┌────────

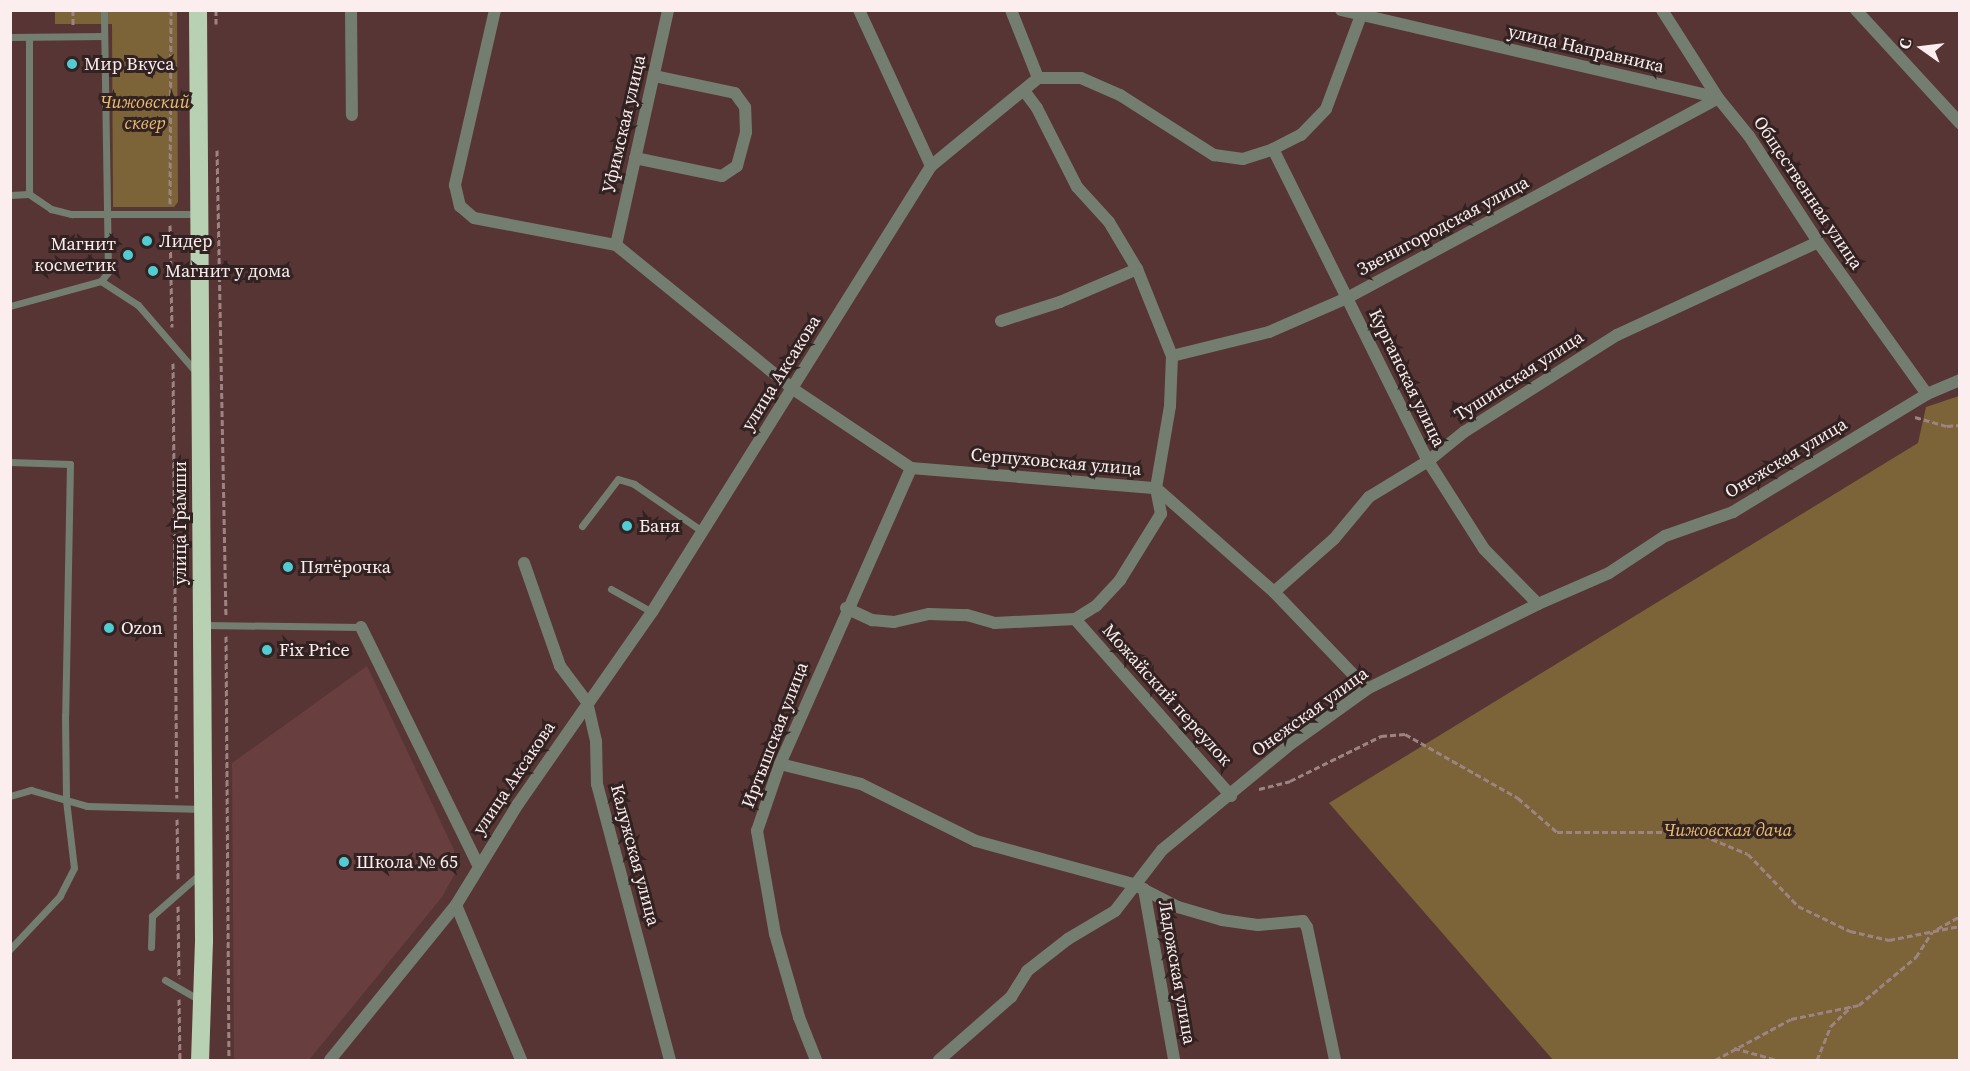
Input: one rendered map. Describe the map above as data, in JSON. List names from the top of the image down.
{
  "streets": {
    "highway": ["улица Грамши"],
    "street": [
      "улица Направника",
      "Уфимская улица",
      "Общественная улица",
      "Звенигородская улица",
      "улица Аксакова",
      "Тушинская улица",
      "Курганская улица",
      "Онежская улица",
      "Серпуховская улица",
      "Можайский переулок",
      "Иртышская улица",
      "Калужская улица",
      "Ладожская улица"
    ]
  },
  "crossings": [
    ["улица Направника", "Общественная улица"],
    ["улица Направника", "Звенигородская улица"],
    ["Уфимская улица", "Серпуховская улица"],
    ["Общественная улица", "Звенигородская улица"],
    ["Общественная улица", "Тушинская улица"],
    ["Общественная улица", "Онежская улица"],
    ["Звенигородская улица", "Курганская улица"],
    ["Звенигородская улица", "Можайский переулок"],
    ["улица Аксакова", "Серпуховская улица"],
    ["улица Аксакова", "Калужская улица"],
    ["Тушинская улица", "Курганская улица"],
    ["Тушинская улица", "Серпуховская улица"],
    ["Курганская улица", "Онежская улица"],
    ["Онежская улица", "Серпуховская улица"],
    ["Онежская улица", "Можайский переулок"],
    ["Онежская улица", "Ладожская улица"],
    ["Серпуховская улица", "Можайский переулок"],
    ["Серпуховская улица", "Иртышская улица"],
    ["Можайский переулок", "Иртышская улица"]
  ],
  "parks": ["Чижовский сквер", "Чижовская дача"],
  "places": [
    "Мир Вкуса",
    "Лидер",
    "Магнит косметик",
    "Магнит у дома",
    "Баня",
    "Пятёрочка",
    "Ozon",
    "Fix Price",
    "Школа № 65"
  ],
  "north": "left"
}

└────────

WORK TASK => Pictures stay out, and every line of the records is transcribed exactly.

TASK ANSWER =>
Input: one rendered map. Describe the map above as data, in JSON. List names from the top of the image down.
{
  "streets": {
    "highway": ["улица Грамши"],
    "street": [
      "улица Направника",
      "Уфимская улица",
      "Общественная улица",
      "Звенигородская улица",
      "улица Аксакова",
      "Тушинская улица",
      "Курганская улица",
      "Онежская улица",
      "Серпуховская улица",
      "Можайский переулок",
      "Иртышская улица",
      "Калужская улица",
      "Ладожская улица"
    ]
  },
  "crossings": [
    ["улица Направника", "Общественная улица"],
    ["улица Направника", "Звенигородская улица"],
    ["Уфимская улица", "Серпуховская улица"],
    ["Общественная улица", "Звенигородская улица"],
    ["Общественная улица", "Тушинская улица"],
    ["Общественная улица", "Онежская улица"],
    ["Звенигородская улица", "Курганская улица"],
    ["Звенигородская улица", "Можайский переулок"],
    ["улица Аксакова", "Серпуховская улица"],
    ["улица Аксакова", "Калужская улица"],
    ["Тушинская улица", "Курганская улица"],
    ["Тушинская улица", "Серпуховская улица"],
    ["Курганская улица", "Онежская улица"],
    ["Онежская улица", "Серпуховская улица"],
    ["Онежская улица", "Можайский переулок"],
    ["Онежская улица", "Ладожская улица"],
    ["Серпуховская улица", "Можайский переулок"],
    ["Серпуховская улица", "Иртышская улица"],
    ["Можайский переулок", "Иртышская улица"]
  ],
  "parks": ["Чижовский сквер", "Чижовская дача"],
  "places": [
    "Мир Вкуса",
    "Лидер",
    "Магнит косметик",
    "Магнит у дома",
    "Баня",
    "Пятёрочка",
    "Ozon",
    "Fix Price",
    "Школа № 65"
  ],
  "north": "left"
}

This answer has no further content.